If this project goes anywhere I'll get some graphics up. The order of things is as follows:

1. Extract relevant data from the monitor system
2. Convert the data to a series of facts.
3. Feed the facts to an expert system, CLIPS, and allow the system to process the facts. Log messages, problem determination, corrective actions all occur during this phase.
   • If the system was running fine and now is in a problem state, a new problem report is started. Only one of these can be active at once in the current design.
   • If the system was in a problem state and now is running fine, a problem report is generated.
4. Repeat this series of steps with approximately a 1 second pause between them.

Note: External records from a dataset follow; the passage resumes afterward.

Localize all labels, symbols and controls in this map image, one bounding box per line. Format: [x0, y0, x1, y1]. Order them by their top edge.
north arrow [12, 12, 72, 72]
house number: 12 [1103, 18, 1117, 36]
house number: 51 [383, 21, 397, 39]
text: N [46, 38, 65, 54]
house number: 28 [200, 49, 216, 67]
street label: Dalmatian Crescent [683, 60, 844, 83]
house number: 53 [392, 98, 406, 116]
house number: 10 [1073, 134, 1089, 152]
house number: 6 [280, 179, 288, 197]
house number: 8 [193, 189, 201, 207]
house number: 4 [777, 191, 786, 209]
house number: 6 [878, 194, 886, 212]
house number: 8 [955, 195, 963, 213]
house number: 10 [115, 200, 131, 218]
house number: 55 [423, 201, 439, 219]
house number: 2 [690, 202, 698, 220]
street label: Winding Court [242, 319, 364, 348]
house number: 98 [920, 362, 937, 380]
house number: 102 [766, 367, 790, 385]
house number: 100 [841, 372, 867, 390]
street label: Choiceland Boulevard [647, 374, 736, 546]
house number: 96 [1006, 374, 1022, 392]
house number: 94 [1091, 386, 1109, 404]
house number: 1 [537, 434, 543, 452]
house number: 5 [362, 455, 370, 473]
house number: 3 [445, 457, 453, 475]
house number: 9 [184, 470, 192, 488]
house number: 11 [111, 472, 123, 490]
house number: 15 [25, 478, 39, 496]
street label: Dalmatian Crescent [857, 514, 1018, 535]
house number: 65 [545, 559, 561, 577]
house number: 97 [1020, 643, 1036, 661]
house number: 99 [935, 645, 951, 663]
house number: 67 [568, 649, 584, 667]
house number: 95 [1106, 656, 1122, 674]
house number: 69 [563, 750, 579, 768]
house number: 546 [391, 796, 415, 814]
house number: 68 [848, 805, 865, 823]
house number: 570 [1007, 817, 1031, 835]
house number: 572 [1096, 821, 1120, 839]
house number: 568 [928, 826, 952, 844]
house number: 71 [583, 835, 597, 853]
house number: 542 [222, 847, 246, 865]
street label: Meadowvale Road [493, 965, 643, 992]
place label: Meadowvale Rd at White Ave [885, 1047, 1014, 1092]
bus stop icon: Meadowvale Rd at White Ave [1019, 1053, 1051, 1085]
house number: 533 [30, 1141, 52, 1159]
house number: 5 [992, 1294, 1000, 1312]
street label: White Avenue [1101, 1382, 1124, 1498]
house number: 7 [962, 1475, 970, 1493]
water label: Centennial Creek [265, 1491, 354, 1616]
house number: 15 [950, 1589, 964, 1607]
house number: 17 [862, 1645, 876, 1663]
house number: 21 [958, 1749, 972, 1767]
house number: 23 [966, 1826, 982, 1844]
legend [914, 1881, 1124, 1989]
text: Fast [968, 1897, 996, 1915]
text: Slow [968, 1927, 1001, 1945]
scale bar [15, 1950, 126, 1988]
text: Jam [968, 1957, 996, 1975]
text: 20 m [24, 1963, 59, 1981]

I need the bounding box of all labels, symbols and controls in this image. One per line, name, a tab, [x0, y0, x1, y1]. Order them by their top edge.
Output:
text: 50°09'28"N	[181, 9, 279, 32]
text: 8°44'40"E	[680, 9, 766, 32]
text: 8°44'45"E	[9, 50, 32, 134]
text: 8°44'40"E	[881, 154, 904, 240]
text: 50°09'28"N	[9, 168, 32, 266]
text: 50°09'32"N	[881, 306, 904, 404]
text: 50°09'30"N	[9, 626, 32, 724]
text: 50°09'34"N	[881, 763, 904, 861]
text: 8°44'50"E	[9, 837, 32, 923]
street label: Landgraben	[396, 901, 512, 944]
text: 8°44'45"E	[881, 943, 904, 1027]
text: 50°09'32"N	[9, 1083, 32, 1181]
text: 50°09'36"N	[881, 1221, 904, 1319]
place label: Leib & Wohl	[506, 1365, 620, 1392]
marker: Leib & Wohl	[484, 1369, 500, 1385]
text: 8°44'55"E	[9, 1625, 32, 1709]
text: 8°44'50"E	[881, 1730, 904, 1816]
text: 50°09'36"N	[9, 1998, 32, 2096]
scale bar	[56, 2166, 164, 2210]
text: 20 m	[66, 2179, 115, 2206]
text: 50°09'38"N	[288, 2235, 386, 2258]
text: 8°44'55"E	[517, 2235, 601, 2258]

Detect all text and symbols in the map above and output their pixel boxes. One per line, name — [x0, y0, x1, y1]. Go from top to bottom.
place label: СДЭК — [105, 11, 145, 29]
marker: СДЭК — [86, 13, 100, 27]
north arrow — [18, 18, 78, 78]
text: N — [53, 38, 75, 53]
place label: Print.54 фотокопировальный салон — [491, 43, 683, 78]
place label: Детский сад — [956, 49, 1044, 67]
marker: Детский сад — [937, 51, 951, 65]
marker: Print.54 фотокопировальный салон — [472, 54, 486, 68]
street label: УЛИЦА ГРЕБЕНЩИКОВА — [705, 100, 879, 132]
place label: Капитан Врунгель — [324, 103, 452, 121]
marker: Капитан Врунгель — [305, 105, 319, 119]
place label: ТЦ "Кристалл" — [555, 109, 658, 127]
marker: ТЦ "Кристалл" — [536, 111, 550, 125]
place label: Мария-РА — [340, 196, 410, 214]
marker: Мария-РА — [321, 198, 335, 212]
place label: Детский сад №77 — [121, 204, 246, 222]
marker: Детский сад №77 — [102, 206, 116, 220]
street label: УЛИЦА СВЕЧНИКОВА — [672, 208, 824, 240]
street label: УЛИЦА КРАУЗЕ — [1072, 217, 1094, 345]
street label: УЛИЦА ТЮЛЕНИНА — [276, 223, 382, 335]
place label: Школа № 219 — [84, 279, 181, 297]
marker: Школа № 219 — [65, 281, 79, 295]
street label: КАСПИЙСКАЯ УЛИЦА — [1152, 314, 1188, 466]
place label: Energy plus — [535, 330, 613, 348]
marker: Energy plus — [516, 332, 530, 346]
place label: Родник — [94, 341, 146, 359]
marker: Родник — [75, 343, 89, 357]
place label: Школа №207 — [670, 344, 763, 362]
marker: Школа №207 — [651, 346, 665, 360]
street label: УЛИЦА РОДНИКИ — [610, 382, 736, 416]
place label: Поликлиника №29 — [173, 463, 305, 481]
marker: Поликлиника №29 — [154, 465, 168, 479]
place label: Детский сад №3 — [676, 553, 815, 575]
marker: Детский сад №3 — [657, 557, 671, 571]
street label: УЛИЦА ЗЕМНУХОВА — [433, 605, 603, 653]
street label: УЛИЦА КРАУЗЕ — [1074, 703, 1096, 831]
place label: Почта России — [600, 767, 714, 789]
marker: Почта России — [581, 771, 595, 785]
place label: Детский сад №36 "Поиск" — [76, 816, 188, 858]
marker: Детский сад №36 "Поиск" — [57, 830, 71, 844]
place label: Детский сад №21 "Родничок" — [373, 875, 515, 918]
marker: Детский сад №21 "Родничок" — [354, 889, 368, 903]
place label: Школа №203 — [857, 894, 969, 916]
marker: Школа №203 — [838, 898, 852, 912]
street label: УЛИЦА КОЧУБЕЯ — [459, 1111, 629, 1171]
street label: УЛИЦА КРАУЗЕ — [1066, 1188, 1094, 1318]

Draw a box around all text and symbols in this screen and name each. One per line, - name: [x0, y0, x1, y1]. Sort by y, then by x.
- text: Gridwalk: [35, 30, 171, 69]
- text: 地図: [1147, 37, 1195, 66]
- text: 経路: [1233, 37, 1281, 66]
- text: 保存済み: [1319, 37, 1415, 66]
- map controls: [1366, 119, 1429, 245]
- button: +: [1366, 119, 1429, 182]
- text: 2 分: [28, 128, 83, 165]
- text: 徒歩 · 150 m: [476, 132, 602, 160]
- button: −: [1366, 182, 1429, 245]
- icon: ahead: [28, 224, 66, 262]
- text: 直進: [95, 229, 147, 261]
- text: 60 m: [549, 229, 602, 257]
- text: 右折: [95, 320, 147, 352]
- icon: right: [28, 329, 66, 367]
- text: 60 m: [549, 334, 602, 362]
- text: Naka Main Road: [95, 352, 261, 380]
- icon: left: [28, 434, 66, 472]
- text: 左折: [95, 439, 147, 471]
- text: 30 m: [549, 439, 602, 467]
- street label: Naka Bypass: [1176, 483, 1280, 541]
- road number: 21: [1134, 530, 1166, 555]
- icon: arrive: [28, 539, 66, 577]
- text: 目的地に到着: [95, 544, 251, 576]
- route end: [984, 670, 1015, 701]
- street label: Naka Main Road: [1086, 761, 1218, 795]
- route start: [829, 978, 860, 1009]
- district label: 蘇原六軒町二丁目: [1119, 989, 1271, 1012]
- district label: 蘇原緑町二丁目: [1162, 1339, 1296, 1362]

This code is implemented in two cvs packages. The CLIPS package contains the clips code (version 6.2 currently), and the daqAI package contains everything else. The daqAI_XMLMonitor.cpp file is the overall driver.

Rules

You can look at the generic rules file here. The basic idea is to start with the most basic inferences (the daq rate is low, there is a store in, etc.), and then combine them to higher levels (the daq rate is low, there is a store in so there must be a problem, etc.).

The expert system is stateless. That is, all inferences are cleared each time through the process loop (see the Design section above). If the system is in a problem state for 60 seconds, the problem identifier rules will fire 60 times (once per second if all goes well). The logging and COOR command infrastructure notices when the log messages or COOR command requests change and only fire off actions (like an scl init or a log message) when these sequences change.

This design does make it hard to do "try x, if x fails, then try y". For that you almost want a state machine and the expert machine combined, with the expert system firing transition in the state machine. This is possible, but more work, and not required for the current simple version implemented here.